▶ **ACTIVITY**: Please return the entries, omitting and altering nothing.

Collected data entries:
════════════════

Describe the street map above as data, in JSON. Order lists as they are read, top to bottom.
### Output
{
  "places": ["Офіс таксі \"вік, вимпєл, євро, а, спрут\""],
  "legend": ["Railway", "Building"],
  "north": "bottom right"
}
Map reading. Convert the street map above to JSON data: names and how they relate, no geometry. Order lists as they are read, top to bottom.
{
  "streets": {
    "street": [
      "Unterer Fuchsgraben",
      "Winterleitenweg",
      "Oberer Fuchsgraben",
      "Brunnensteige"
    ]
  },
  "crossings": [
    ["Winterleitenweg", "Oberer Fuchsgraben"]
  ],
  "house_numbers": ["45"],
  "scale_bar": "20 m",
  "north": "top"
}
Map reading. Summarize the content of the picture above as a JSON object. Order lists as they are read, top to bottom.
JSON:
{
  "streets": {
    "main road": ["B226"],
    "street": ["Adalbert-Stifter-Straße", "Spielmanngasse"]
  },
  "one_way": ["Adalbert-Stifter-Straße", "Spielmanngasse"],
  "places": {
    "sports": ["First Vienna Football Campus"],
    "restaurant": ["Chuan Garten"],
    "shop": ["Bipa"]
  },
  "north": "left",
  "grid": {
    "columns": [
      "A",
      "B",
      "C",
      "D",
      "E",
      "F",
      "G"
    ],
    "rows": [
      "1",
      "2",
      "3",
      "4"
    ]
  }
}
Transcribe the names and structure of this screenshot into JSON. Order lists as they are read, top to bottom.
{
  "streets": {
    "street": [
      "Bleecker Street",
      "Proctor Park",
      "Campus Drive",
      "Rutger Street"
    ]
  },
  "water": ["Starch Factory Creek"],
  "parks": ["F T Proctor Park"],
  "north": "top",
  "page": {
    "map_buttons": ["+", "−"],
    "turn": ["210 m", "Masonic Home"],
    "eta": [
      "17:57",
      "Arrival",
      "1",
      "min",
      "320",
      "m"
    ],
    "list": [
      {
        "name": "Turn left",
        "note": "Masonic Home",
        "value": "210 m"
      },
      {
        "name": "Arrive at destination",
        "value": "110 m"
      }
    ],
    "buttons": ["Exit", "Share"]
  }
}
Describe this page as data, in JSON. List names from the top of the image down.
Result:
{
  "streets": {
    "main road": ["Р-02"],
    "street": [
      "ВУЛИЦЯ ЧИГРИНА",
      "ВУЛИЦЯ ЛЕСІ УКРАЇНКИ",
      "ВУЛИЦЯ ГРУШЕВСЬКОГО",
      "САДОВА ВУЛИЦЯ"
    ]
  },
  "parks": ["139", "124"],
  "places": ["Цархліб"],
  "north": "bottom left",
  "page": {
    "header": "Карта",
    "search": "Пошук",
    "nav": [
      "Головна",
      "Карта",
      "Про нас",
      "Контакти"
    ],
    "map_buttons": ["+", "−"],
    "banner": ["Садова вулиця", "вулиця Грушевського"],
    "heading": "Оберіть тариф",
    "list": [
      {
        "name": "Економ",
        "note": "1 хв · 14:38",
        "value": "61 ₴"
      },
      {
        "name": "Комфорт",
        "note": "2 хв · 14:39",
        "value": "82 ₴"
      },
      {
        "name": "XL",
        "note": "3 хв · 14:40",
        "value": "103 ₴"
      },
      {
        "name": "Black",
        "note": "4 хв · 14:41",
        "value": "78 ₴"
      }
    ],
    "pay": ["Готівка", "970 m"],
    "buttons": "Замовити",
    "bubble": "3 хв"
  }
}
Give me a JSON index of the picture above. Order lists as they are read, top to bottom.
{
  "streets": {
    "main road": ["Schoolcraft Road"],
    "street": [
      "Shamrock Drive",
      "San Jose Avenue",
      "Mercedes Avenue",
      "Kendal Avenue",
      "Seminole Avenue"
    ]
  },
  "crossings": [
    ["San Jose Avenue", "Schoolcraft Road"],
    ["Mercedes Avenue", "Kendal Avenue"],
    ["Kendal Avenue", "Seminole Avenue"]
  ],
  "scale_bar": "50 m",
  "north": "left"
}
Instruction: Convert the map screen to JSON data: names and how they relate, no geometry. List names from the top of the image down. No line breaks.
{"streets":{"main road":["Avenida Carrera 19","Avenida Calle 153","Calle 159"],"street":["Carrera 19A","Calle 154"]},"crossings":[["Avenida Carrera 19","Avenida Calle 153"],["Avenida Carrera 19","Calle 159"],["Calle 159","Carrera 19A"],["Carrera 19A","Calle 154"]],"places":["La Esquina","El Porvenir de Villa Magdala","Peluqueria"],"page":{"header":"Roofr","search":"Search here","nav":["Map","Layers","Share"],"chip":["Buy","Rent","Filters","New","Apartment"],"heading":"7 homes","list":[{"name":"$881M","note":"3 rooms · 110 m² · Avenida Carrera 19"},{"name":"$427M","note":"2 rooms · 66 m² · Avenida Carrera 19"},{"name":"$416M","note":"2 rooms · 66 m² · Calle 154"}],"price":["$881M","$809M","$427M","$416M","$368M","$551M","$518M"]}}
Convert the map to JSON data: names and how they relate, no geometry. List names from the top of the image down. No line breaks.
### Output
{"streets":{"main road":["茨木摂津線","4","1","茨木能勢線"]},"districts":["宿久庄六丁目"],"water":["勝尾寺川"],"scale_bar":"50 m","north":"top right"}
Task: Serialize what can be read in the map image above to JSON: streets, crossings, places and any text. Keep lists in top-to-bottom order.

════════════════

▶ **EXPECTED OUTPUT**:
Describe the street map above as data, in JSON. Order lists as they are read, top to bottom.
### Output
{
  "places": ["Офіс таксі \"вік, вимпєл, євро, а, спрут\""],
  "legend": ["Railway", "Building"],
  "north": "bottom right"
}
Map reading. Convert the street map above to JSON data: names and how they relate, no geometry. Order lists as they are read, top to bottom.
{
  "streets": {
    "street": [
      "Unterer Fuchsgraben",
      "Winterleitenweg",
      "Oberer Fuchsgraben",
      "Brunnensteige"
    ]
  },
  "crossings": [
    ["Winterleitenweg", "Oberer Fuchsgraben"]
  ],
  "house_numbers": ["45"],
  "scale_bar": "20 m",
  "north": "top"
}
Map reading. Summarize the content of the picture above as a JSON object. Order lists as they are read, top to bottom.
JSON:
{
  "streets": {
    "main road": ["B226"],
    "street": ["Adalbert-Stifter-Straße", "Spielmanngasse"]
  },
  "one_way": ["Adalbert-Stifter-Straße", "Spielmanngasse"],
  "places": {
    "sports": ["First Vienna Football Campus"],
    "restaurant": ["Chuan Garten"],
    "shop": ["Bipa"]
  },
  "north": "left",
  "grid": {
    "columns": [
      "A",
      "B",
      "C",
      "D",
      "E",
      "F",
      "G"
    ],
    "rows": [
      "1",
      "2",
      "3",
      "4"
    ]
  }
}
Transcribe the names and structure of this screenshot into JSON. Order lists as they are read, top to bottom.
{
  "streets": {
    "street": [
      "Bleecker Street",
      "Proctor Park",
      "Campus Drive",
      "Rutger Street"
    ]
  },
  "water": ["Starch Factory Creek"],
  "parks": ["F T Proctor Park"],
  "north": "top",
  "page": {
    "map_buttons": ["+", "−"],
    "turn": ["210 m", "Masonic Home"],
    "eta": [
      "17:57",
      "Arrival",
      "1",
      "min",
      "320",
      "m"
    ],
    "list": [
      {
        "name": "Turn left",
        "note": "Masonic Home",
        "value": "210 m"
      },
      {
        "name": "Arrive at destination",
        "value": "110 m"
      }
    ],
    "buttons": ["Exit", "Share"]
  }
}
Describe this page as data, in JSON. List names from the top of the image down.
Result:
{
  "streets": {
    "main road": ["Р-02"],
    "street": [
      "ВУЛИЦЯ ЧИГРИНА",
      "ВУЛИЦЯ ЛЕСІ УКРАЇНКИ",
      "ВУЛИЦЯ ГРУШЕВСЬКОГО",
      "САДОВА ВУЛИЦЯ"
    ]
  },
  "parks": ["139", "124"],
  "places": ["Цархліб"],
  "north": "bottom left",
  "page": {
    "header": "Карта",
    "search": "Пошук",
    "nav": [
      "Головна",
      "Карта",
      "Про нас",
      "Контакти"
    ],
    "map_buttons": ["+", "−"],
    "banner": ["Садова вулиця", "вулиця Грушевського"],
    "heading": "Оберіть тариф",
    "list": [
      {
        "name": "Економ",
        "note": "1 хв · 14:38",
        "value": "61 ₴"
      },
      {
        "name": "Комфорт",
        "note": "2 хв · 14:39",
        "value": "82 ₴"
      },
      {
        "name": "XL",
        "note": "3 хв · 14:40",
        "value": "103 ₴"
      },
      {
        "name": "Black",
        "note": "4 хв · 14:41",
        "value": "78 ₴"
      }
    ],
    "pay": ["Готівка", "970 m"],
    "buttons": "Замовити",
    "bubble": "3 хв"
  }
}
Give me a JSON index of the picture above. Order lists as they are read, top to bottom.
{
  "streets": {
    "main road": ["Schoolcraft Road"],
    "street": [
      "Shamrock Drive",
      "San Jose Avenue",
      "Mercedes Avenue",
      "Kendal Avenue",
      "Seminole Avenue"
    ]
  },
  "crossings": [
    ["San Jose Avenue", "Schoolcraft Road"],
    ["Mercedes Avenue", "Kendal Avenue"],
    ["Kendal Avenue", "Seminole Avenue"]
  ],
  "scale_bar": "50 m",
  "north": "left"
}
Instruction: Convert the map screen to JSON data: names and how they relate, no geometry. List names from the top of the image down. No line breaks.
{"streets":{"main road":["Avenida Carrera 19","Avenida Calle 153","Calle 159"],"street":["Carrera 19A","Calle 154"]},"crossings":[["Avenida Carrera 19","Avenida Calle 153"],["Avenida Carrera 19","Calle 159"],["Calle 159","Carrera 19A"],["Carrera 19A","Calle 154"]],"places":["La Esquina","El Porvenir de Villa Magdala","Peluqueria"],"page":{"header":"Roofr","search":"Search here","nav":["Map","Layers","Share"],"chip":["Buy","Rent","Filters","New","Apartment"],"heading":"7 homes","list":[{"name":"$881M","note":"3 rooms · 110 m² · Avenida Carrera 19"},{"name":"$427M","note":"2 rooms · 66 m² · Avenida Carrera 19"},{"name":"$416M","note":"2 rooms · 66 m² · Calle 154"}],"price":["$881M","$809M","$427M","$416M","$368M","$551M","$518M"]}}
Convert the map to JSON data: names and how they relate, no geometry. List names from the top of the image down. No line breaks.
### Output
{"streets":{"main road":["茨木摂津線","4","1","茨木能勢線"]},"districts":["宿久庄六丁目"],"water":["勝尾寺川"],"scale_bar":"50 m","north":"top right"}
Task: Serialize what can be read in the map image above to JSON: streets, crossings, places and any text. Keep lists in top-to-bottom order.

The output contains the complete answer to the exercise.